A walk in the wild wood
Once your work in Victoria is all wrapped up, the rest of the island offers plenty of day-long possibilities — especially for folks heading back to the still-blowing winds and snow of the east. For an afternoon or full day of biking or walking, there’s the new Galloping Goose Trail (gallopinggoosetrail.com), a rail-to-trail abandoned CNR line that’s now part of the Trans-Canada Trail. It’s 60 kilometres long and runs from Victoria west to Colwood and Sooke and all the way to the ghost town of Leechtown. You’ll find toilet facilities along the route and several public transit stops that accept bicycles.
CycleTreks (1000 Wharf Street; tel: 877-733-6722; cycletreks.com) is normally closed in early March, but the owner will open his downtown shop to cycling MDs on March 5, 6 and 7. He’ll rent you a bike and provide a helmet, map and a one-way drop off to Sidney on the Galloping Goose Trail, where cyclists cover about 50 kilometres of bird sanctuaries, farmlands and train trestles to get back to Victoria. You’re promised views of the Coastal Mountains, including the massive Mount Baker Volcano. Call for full details and prices.

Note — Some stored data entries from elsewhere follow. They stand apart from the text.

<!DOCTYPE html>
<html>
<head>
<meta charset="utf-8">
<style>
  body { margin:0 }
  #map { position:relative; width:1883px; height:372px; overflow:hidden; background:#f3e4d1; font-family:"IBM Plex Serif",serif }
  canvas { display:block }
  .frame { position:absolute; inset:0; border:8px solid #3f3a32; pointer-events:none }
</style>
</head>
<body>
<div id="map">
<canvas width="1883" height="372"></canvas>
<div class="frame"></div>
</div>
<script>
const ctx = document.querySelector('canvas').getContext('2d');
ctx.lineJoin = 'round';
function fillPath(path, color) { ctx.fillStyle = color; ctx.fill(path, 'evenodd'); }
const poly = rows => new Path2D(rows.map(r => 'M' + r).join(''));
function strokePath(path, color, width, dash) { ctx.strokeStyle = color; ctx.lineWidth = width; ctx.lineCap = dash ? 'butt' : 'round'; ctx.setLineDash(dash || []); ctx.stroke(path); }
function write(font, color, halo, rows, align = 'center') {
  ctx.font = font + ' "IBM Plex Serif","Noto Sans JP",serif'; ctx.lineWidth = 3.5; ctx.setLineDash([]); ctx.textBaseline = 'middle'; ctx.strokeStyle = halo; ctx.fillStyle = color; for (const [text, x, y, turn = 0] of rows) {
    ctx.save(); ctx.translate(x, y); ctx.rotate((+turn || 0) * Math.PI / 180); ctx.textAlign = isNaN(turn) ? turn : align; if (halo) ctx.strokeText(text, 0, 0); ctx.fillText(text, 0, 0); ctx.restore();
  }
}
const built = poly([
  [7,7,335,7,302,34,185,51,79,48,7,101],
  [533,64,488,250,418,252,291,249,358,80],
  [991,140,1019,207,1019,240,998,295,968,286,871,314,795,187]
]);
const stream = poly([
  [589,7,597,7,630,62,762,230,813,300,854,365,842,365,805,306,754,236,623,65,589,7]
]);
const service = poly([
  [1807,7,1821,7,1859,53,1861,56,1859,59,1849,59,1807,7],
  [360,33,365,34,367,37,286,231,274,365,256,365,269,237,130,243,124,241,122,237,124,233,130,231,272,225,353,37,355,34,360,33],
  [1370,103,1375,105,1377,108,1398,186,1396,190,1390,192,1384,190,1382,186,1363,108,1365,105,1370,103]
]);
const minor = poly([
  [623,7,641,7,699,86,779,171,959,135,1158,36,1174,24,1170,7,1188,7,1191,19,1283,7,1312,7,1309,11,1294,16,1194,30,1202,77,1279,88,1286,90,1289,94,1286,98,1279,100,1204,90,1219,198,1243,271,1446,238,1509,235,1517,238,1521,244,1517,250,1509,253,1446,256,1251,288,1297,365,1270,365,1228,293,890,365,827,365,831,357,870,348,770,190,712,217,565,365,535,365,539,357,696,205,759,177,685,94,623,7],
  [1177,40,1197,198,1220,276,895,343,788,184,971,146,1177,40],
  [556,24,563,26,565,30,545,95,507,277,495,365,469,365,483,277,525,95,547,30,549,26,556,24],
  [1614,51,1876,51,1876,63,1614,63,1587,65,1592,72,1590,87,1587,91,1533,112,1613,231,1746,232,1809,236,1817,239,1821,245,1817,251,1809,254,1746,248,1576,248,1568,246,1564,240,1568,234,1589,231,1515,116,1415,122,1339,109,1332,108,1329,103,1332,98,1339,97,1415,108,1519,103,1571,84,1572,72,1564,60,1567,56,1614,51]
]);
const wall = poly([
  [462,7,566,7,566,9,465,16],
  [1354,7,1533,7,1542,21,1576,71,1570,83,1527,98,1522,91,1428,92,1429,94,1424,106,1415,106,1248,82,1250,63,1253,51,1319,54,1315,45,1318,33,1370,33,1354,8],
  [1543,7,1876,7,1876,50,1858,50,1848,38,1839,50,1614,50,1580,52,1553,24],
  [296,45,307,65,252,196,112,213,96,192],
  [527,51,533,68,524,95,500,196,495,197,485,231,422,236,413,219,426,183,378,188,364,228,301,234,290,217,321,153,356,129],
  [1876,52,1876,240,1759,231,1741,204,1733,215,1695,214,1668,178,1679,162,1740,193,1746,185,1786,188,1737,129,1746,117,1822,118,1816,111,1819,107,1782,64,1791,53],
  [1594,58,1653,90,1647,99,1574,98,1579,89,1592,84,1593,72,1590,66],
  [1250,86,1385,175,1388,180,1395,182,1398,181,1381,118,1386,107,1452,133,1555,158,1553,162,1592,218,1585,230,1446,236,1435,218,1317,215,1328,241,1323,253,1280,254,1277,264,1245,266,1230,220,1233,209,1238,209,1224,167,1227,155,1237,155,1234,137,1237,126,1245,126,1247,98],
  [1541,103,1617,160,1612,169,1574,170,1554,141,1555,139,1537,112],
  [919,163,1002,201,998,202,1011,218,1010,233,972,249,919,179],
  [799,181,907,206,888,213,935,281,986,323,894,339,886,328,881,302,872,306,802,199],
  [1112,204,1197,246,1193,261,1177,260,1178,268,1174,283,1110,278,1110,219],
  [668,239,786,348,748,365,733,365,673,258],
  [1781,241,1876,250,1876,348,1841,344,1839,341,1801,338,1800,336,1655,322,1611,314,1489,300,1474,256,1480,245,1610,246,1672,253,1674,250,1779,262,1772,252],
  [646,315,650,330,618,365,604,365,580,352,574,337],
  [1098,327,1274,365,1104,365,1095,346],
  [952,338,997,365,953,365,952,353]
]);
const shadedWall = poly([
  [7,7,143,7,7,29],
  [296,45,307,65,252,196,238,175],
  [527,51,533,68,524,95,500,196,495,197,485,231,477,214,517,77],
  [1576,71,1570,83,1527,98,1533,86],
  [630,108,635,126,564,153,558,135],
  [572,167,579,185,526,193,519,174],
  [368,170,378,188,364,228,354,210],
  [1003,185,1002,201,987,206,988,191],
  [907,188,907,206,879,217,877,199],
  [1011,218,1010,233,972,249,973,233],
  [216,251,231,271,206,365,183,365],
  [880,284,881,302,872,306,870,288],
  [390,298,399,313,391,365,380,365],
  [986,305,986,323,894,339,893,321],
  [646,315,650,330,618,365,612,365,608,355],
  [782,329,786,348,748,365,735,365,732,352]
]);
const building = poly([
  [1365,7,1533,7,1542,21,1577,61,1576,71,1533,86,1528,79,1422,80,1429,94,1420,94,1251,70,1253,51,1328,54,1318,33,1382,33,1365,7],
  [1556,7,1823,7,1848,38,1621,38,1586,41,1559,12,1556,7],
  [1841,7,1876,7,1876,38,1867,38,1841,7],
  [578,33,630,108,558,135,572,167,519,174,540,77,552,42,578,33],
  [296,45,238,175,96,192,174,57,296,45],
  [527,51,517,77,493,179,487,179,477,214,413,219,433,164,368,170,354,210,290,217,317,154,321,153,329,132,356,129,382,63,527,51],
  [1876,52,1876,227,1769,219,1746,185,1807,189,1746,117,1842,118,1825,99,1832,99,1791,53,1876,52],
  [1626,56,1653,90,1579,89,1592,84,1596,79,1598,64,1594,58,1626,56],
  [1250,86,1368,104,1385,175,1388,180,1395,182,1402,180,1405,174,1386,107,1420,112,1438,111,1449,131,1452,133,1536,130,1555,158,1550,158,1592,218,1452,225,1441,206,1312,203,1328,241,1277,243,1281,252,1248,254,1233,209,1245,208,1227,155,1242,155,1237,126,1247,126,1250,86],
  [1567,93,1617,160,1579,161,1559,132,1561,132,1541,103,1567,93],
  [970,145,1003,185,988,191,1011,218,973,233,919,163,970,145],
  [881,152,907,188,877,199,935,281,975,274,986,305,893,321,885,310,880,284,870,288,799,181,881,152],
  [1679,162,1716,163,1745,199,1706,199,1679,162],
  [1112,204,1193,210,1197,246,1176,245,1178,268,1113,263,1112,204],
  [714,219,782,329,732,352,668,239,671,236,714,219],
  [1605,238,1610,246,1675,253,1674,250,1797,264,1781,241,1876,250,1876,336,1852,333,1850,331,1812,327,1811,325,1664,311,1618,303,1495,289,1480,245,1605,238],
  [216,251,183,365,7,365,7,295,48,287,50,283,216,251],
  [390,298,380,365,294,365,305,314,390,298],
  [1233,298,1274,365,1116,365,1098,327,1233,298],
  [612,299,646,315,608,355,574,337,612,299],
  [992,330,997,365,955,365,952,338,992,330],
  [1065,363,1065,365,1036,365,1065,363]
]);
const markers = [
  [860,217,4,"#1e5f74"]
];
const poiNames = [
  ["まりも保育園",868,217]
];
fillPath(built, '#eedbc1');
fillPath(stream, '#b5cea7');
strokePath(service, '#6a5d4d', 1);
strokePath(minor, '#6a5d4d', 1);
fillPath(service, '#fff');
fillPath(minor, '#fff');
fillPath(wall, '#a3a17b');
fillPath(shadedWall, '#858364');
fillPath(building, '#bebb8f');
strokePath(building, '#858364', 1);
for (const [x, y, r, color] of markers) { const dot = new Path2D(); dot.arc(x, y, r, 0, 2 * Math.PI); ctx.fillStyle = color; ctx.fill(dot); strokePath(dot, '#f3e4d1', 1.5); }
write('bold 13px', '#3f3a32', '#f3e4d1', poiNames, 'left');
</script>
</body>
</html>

CycleTreks will also drop you off at the famous Butchart Gardens (800 Benvenuto Avenue, Brentwood Bay; tel: 250-652-5256; butchartgardens.com) where the flowers truly bloom year-round. The Butchart family first opened the gardens in 1904; today it displays over a million plants every year. When you see the attention poured into these amazing floral presentations, you won’t be surprise to learn the gardens are still in the family.